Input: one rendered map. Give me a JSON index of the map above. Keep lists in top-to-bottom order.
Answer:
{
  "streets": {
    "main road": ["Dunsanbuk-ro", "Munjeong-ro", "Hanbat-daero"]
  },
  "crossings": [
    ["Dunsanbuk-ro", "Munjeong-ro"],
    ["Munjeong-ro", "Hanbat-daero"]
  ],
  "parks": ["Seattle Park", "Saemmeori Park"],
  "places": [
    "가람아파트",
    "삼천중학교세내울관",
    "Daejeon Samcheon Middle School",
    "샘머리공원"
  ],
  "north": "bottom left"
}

------------------------------------------------

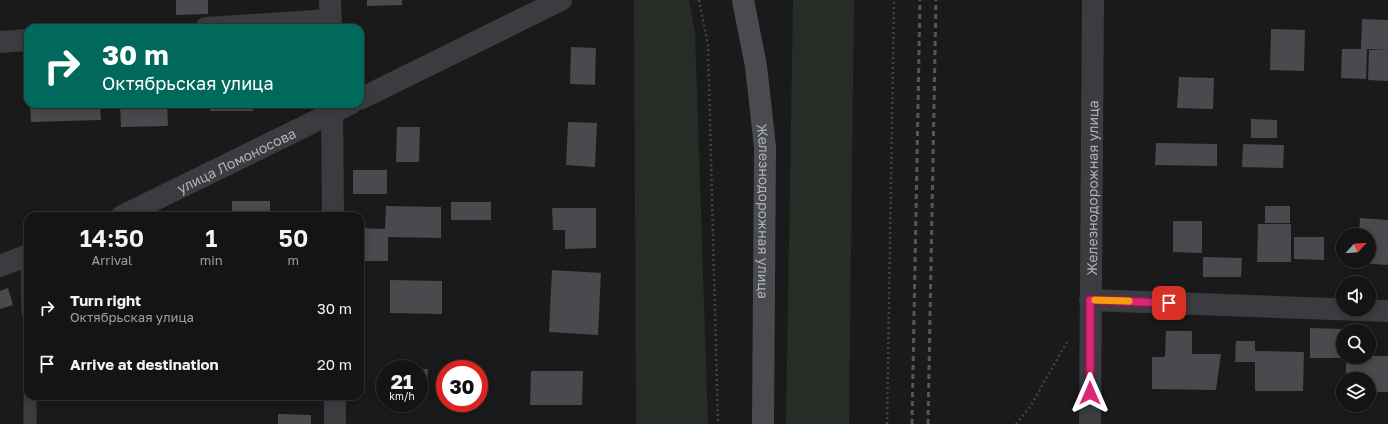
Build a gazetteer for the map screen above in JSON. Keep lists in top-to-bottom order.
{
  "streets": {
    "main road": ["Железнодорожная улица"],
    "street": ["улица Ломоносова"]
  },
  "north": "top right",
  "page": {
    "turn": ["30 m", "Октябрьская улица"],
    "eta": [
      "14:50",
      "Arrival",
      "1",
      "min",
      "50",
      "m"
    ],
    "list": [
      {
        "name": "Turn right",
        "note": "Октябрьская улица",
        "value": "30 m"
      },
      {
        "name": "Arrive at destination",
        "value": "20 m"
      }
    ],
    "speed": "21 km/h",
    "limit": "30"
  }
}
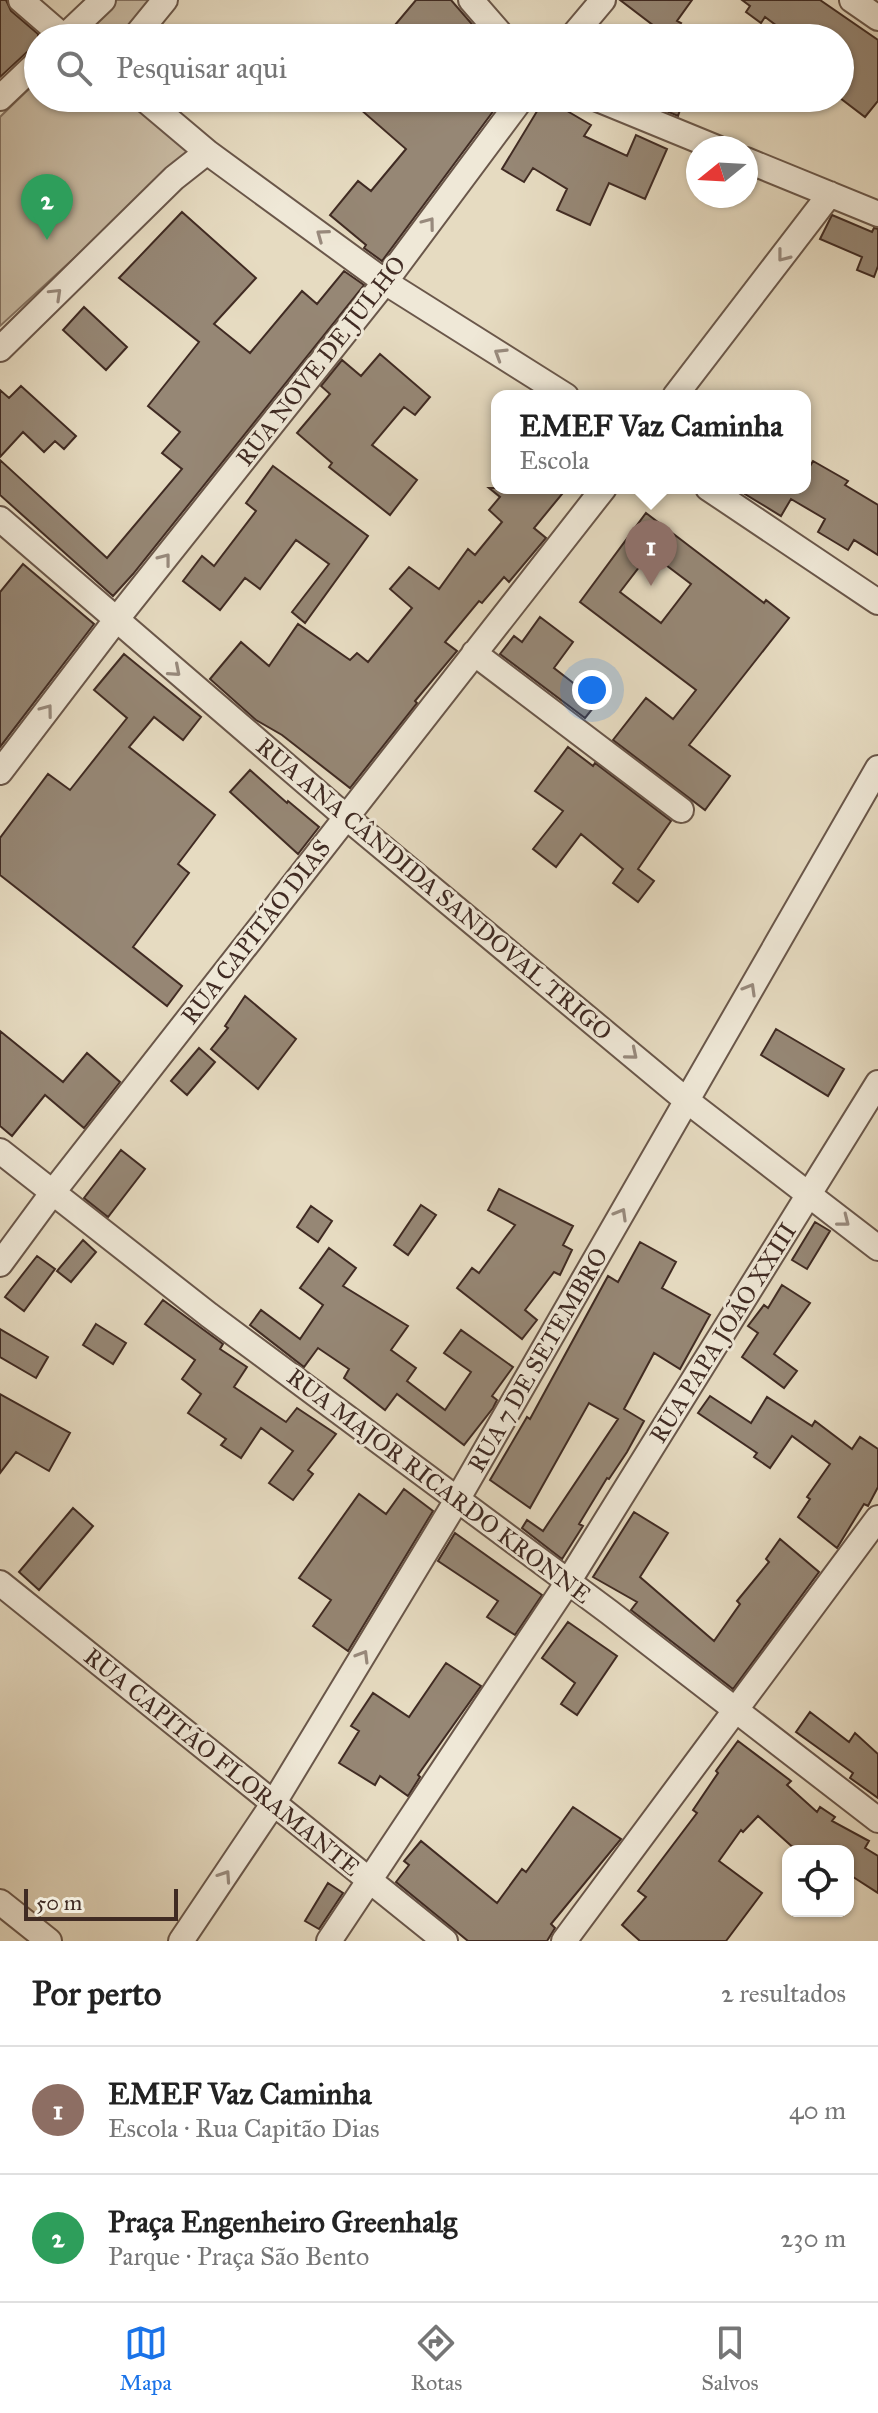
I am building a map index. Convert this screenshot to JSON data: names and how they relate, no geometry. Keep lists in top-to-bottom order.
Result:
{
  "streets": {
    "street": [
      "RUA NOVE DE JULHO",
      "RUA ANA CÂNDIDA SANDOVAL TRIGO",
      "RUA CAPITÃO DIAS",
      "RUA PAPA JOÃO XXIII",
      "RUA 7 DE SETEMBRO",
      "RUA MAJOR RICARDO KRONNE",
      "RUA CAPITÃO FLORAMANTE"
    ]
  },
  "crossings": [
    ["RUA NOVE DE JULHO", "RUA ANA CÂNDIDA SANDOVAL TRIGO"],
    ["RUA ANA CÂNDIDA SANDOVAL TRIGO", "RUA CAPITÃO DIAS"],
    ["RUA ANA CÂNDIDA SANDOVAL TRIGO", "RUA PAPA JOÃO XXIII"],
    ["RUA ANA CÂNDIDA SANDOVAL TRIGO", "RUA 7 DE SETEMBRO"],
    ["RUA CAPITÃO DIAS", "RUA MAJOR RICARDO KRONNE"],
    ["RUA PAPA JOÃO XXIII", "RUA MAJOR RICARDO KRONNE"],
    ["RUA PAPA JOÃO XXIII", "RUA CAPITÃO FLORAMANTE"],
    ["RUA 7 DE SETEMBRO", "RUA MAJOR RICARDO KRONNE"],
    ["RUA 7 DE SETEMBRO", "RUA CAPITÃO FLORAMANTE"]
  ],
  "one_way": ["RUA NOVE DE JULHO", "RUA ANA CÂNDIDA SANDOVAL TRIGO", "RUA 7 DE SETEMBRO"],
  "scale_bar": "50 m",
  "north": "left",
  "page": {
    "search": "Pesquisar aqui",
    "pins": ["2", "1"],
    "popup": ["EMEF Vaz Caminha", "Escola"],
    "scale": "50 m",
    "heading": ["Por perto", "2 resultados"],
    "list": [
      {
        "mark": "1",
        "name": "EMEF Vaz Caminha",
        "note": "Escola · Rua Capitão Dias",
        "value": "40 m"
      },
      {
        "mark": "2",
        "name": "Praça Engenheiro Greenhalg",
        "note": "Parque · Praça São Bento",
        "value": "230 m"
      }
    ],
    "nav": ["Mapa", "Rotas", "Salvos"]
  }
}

------------------------------------------------

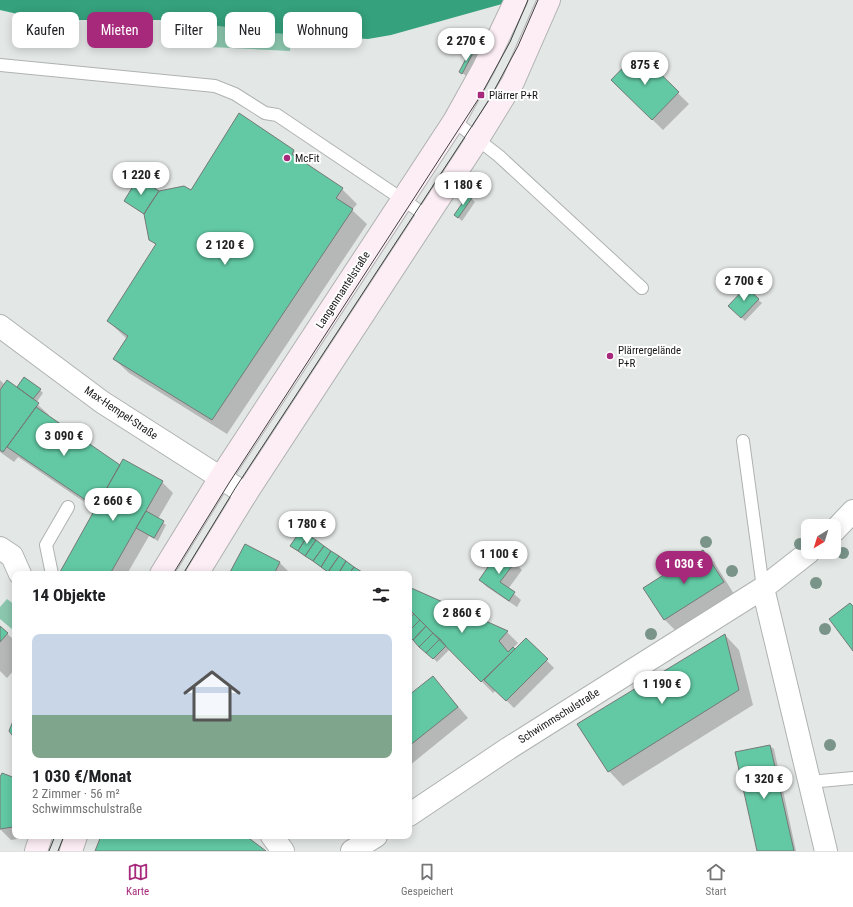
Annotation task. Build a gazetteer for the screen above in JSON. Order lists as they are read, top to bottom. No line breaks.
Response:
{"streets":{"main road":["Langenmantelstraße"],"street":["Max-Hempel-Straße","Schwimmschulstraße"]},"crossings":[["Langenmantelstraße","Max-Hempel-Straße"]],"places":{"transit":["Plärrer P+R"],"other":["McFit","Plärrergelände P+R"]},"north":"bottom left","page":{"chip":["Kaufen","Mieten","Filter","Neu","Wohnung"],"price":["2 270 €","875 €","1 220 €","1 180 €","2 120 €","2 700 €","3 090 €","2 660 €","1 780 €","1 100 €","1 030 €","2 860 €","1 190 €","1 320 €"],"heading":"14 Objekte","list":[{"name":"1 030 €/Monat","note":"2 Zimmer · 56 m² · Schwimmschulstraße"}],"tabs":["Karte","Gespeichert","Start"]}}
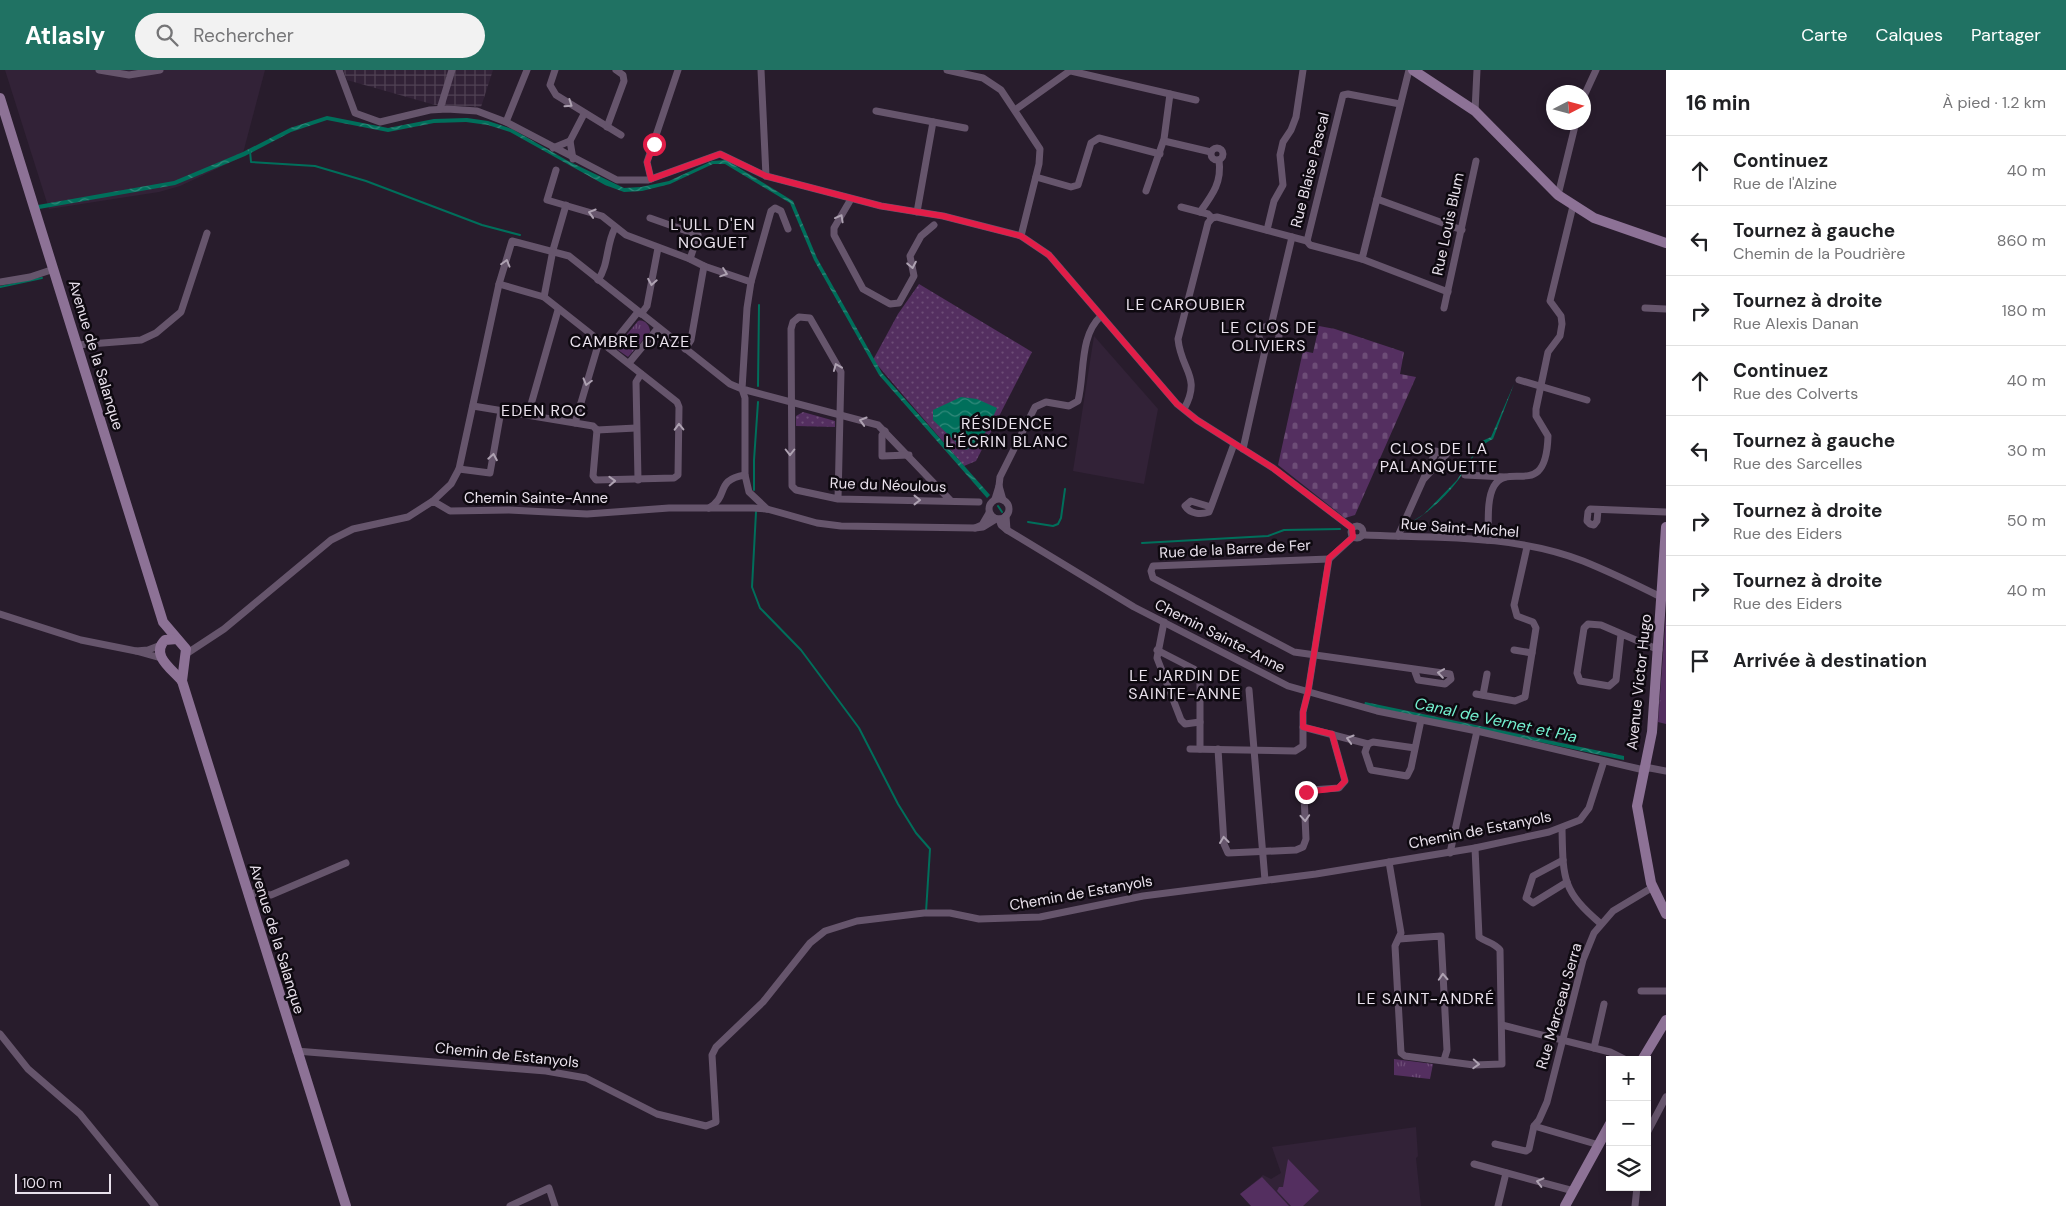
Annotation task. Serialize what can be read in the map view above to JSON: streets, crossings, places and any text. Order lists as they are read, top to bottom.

------------------------------------------------

- _EXERCISE GOAL_:
Print everything from the line with "Annotation task. Build" down to the line with "Annotation task. Serialize" in the entries above, both lines included and nothing more, without the pictures.

- _RESULT FOR THIS TASK_:
Annotation task. Build a gazetteer for the screen above in JSON. Order lists as they are read, top to bottom. No line breaks.
Response:
{"streets":{"main road":["Langenmantelstraße"],"street":["Max-Hempel-Straße","Schwimmschulstraße"]},"crossings":[["Langenmantelstraße","Max-Hempel-Straße"]],"places":{"transit":["Plärrer P+R"],"other":["McFit","Plärrergelände P+R"]},"north":"bottom left","page":{"chip":["Kaufen","Mieten","Filter","Neu","Wohnung"],"price":["2 270 €","875 €","1 220 €","1 180 €","2 120 €","2 700 €","3 090 €","2 660 €","1 780 €","1 100 €","1 030 €","2 860 €","1 190 €","1 320 €"],"heading":"14 Objekte","list":[{"name":"1 030 €/Monat","note":"2 Zimmer · 56 m² · Schwimmschulstraße"}],"tabs":["Karte","Gespeichert","Start"]}}
Annotation task. Serialize what can be read in the map view above to JSON: streets, crossings, places and any text. Order lists as they are read, top to bottom.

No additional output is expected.